Florian Habicht’s Pulp: A Film About Life, Death & Supermarkets is a brilliant inside look at the long-lasting relationship between a band and its hometown. In December 2012, British alternative band Pulp returned to the place of its birth, the rugged, working-class city of Sheffield in the north of England, for what was being billed as its last-ever concert on dry land. Pulp frontman Jarvis Cocker hooked up with Habicht (Love Story, Woodenhead), conceiving a project in which the time and place, along with the fans, would be just as important as the band and its music, if not more so. In the nonchronological film, Habicht cuts between archival footage of Pulp, clips from the final concert, interviews on the street with old and young fans, and brief chats with Pulp tour manager Liam Rippon and the other band members: guitarist Mark Webber, keyboardist Candida Doyle, bassist Steve Mackey, and drummer Nick Banks, who are pretty much taking it all in stride. But at the center of it all is the soft-spoken, enigmatic Cocker, who founded Pulp back in 1978 when he was fifteen years old.

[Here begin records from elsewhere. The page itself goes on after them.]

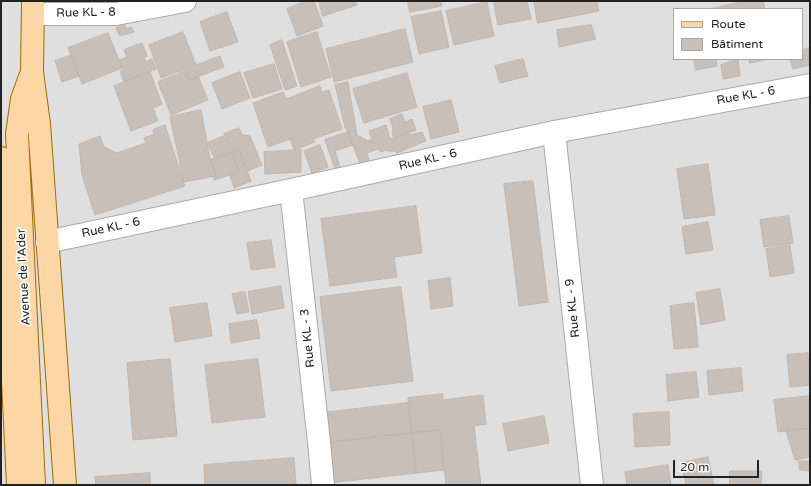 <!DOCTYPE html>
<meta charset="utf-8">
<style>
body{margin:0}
#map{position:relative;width:811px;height:486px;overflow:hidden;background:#f2efe9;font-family:"Varela Round",sans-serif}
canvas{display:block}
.frame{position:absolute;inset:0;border:2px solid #222;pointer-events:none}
.legend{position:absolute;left:673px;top:8px;width:130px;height:52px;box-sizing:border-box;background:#fff;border:1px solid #a7a7a7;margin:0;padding:5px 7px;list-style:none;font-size:12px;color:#222}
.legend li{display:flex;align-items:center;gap:8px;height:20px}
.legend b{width:20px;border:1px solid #a7a7a7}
.scale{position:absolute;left:673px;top:460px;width:86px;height:18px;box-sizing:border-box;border:2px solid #222;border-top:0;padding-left:5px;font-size:12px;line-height:14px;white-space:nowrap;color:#222;-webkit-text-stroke:3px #fff;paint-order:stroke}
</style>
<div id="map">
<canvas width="811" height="486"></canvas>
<div class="frame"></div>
<ul class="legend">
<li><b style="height:5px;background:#fcd6a4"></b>Route</li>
<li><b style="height:11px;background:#c7bfb8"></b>Bâtiment</li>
</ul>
<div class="scale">20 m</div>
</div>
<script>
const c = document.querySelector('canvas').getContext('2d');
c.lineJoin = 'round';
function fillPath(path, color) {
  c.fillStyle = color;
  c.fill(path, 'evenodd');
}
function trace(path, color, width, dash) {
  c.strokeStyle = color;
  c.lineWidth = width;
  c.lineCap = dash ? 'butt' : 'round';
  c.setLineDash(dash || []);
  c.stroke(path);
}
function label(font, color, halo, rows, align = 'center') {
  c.font = font + ' "Varela Round",sans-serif';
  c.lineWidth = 3.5;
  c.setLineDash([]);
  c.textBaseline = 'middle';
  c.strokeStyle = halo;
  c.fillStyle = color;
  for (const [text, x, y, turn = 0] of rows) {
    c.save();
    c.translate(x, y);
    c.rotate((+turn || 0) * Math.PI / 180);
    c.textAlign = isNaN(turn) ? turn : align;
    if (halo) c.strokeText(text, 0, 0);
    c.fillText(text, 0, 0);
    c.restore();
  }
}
const residential = new Path2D(`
 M 1,1 L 810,1 L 810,485 L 1,485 ZM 674,9 L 802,9 L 802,59 L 674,59 Z`);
const building = new Path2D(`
 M 306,1 L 314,1 L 323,26 L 297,36 L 287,9 Z
 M 319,1 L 355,1 L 357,5 L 323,16 Z
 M 408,1 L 441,1 L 442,6 L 410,12 Z
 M 494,1 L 527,1 L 531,19 L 498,25 Z
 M 534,1 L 597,1 L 599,11 L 538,23 Z
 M 745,1 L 763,1 L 765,9 L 715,9 L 714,8 Z
 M 487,2 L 494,36 L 454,45 L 446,11 Z
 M 441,11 L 449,47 L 419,54 L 411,17 Z
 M 227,12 L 238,42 L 210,51 L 200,22 Z
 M 125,25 L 126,29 L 131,27 L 134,32 L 120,36 L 116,28 Z
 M 591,25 L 596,39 L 559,47 L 557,30 Z
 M 405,29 L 413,62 L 334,82 L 326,49 Z
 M 183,32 L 196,65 L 220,56 L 224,67 L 189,80 L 185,69 L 161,78 L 149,45 Z
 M 317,32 L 331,77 L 301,87 L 287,42 Z
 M 108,33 L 122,68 L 82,84 L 68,48 Z
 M 282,40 L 297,86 L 285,90 L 270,45 Z
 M 142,43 L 147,56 L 144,57 L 146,62 L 152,59 L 156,69 L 124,82 L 120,71 L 123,70 L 119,60 L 127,57 L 124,50 Z
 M 810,48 L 810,65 L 793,69 L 790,59 L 802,59 L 802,50 Z
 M 72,55 L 79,76 L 62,82 L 55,61 Z
 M 523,59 L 528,76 L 500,83 L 495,66 Z
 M 694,59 L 716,59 L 717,66 L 696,70 Z
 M 738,59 L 740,76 L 723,79 L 721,65 Z
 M 749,59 L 769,59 L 750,63 Z
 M 274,64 L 282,89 L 253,98 L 244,73 Z
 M 185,71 L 189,80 L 198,76 L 208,100 L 171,115 L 158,82 Z
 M 150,72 L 162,104 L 153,108 L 158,121 L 131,131 L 114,86 Z
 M 240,72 L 250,98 L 222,109 L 212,83 Z
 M 407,73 L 417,107 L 364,123 L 353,89 Z
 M 348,82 L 357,135 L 368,141 L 372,139 L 369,131 L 386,125 L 390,139 L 408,133 L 411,135 L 422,132 L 426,141 L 397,153 L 395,151 L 389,151 L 386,150 L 381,152 L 378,149 L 367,153 L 369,160 L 360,164 L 348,132 L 345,127 L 335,85 Z
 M 320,86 L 322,92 L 329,90 L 342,129 L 313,139 L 315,142 L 294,150 L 290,139 L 268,147 L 253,103 L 283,92 L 286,99 Z
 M 451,100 L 459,132 L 431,139 L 423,107 Z
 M 201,110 L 210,159 L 216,176 L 184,182 L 170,117 Z
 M 402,114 L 405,122 L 412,119 L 416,130 L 394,139 L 392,133 L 393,128 L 390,119 Z
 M 165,125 L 185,186 L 95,215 L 82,175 L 79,144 L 100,136 L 104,147 L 117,153 L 146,143 L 144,138 L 154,134 L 153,130 Z
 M 239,128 L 242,135 L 250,136 L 262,165 L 247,171 L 239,149 L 215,159 L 207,143 L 223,136 L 225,140 L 226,139 L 224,134 Z
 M 348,132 L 353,145 L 335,151 L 340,167 L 335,169 L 325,140 Z
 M 320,145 L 328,167 L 312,173 L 304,151 Z
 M 239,149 L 251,181 L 234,188 L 230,175 L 239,172 L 231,152 Z
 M 301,150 L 301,172 L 265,174 L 264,152 Z
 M 231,152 L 239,172 L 214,180 L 213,176 L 216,176 L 210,159 L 215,159 Z
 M 708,164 L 715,215 L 684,219 L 677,169 Z
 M 533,181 L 548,302 L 519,306 L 504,184 Z
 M 416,206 L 422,253 L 394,257 L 397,277 L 330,286 L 321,219 Z
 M 789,216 L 793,243 L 764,247 L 760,220 Z
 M 708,222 L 713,250 L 686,254 L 682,227 Z
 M 271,240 L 275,267 L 251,270 L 247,243 Z
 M 790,245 L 794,273 L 770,277 L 766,249 Z
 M 450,278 L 453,306 L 431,309 L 428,281 Z
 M 281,286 L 284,308 L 252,314 L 248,292 Z
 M 401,287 L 413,381 L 331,391 L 320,297 Z
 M 720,289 L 725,320 L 701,325 L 696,293 Z
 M 245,292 L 249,312 L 237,314 L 232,294 Z
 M 207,303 L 212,336 L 175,342 L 170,308 Z
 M 694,303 L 698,347 L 674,349 L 670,306 Z
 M 257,320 L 260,338 L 231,343 L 229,324 Z
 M 808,353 L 810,385 L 790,387 L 787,355 Z
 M 170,359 L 177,436 L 133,440 L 127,363 Z
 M 258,359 L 265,417 L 212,423 L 205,365 Z
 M 741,368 L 743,391 L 709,395 L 707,371 Z
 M 696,372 L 699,397 L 668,401 L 666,375 Z
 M 443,394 L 443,400 L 483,395 L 486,424 L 474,426 L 481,485 L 446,485 L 440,430 L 412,433 L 408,398 Z
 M 810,396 L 810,428 L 778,432 L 774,400 Z
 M 408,403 L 412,433 L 324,443 L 321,413 Z
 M 669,412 L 670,445 L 635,447 L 633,414 Z
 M 544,416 L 549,443 L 508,451 L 503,424 Z
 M 810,428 L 810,457 L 795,460 L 786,431 Z
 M 440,430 L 444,470 L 416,473 L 412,433 Z
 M 412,433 L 416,473 L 329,483 L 324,443 Z
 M 708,457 L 714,485 L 686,485 L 681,463 Z
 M 294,458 L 296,485 L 205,485 L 204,465 Z
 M 799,461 L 810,461 L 810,471 L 800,470 Z
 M 668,465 L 671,485 L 627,485 L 625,472 Z
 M 730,471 L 762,471 L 761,485 L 730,485 Z
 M 150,473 L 150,485 L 96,485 L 95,477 Z`);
const minor = new Path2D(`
 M 33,14 L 116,14 L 185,1
 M 554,132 L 592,485
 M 291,190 L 319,442 L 323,485
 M 47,242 L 291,190 L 554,132 L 810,85`);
const major = new Path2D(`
 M 33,1 L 32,72 L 39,124 L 65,485
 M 30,77 L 22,99 L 17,134 L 34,485
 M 1,158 L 3,172 L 18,485`);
const streetNames = [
 ["Rue KL - 8",86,13,-1],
 ["Rue KL - 6",746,96,-10],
 ["Rue KL - 6",428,160,-13],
 ["Rue KL - 6",111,228,-12],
 ["Avenue de l'Ader",24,277,-93],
 ["Rue KL - 9",573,308,-96],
 ["Rue KL - 3",308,338,-96]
];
fillPath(residential, '#e0dfdf');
fillPath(building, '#c7bfb8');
trace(building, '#c4b6ab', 1);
trace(minor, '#a9a9a9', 24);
trace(major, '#a06b00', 24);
trace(minor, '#fff', 22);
trace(major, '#fcd6a4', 22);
label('12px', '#222', '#fff', streetNames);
</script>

Habicht shows Cocker biking and driving through Sheffield, discussing his first job working for a fishmonger in a mall, and, most thrillingly, fixing a flat tire on his less-than-fancy car. The theme song of the documentary is Pulp’s “Common People,” in which a woman tells Cocker, “I want to live like common people / I want to do whatever common people do / I want to sleep with common people / I want to sleep with common people like you.” Is it possible for a rock star to be “common people”? It doesn’t really matter as Cocker reestablishes his connection to Sheffield. “We stopped playing in 2001 or 2002 or whatever it was, and I did feel that the way it finished was kind of a bit, I don’t know, not right,” he says in the film. “It didn’t feel like a good ending. . . . So I know that tidying up isn’t the greatest rock-and-roll motivation, but I did want to kind of tidy things up and give the story a happy ending.” It is all very happy indeed, as Habicht also delves into such Pulp favorites as “This Is Hardcore” and “Help the Aged” as well as “Disco 2000,” “Underwear,” and “Sheffield: Sex City.” The band, which released seven studio albums during its career, from 1983’s It through 2001’s We Love Life, has no arguments or complaints, just positive attitudes that make Pulp a thoroughly exhilarating experience. The film opens in November but is having two special screenings this week, first as the closing-night selection of the “Sound + Vision” festival at Lincoln Center on August 6, followed by a Q&A with Habicht, then the next night at Industry City in Sunset Park as part of the annual summer Rooftop Films series, preceded by a live set by Mondo and followed by a Q&A with Cocker and Habicht and a Pulp karaoke contest that the two men will judge at the after-party.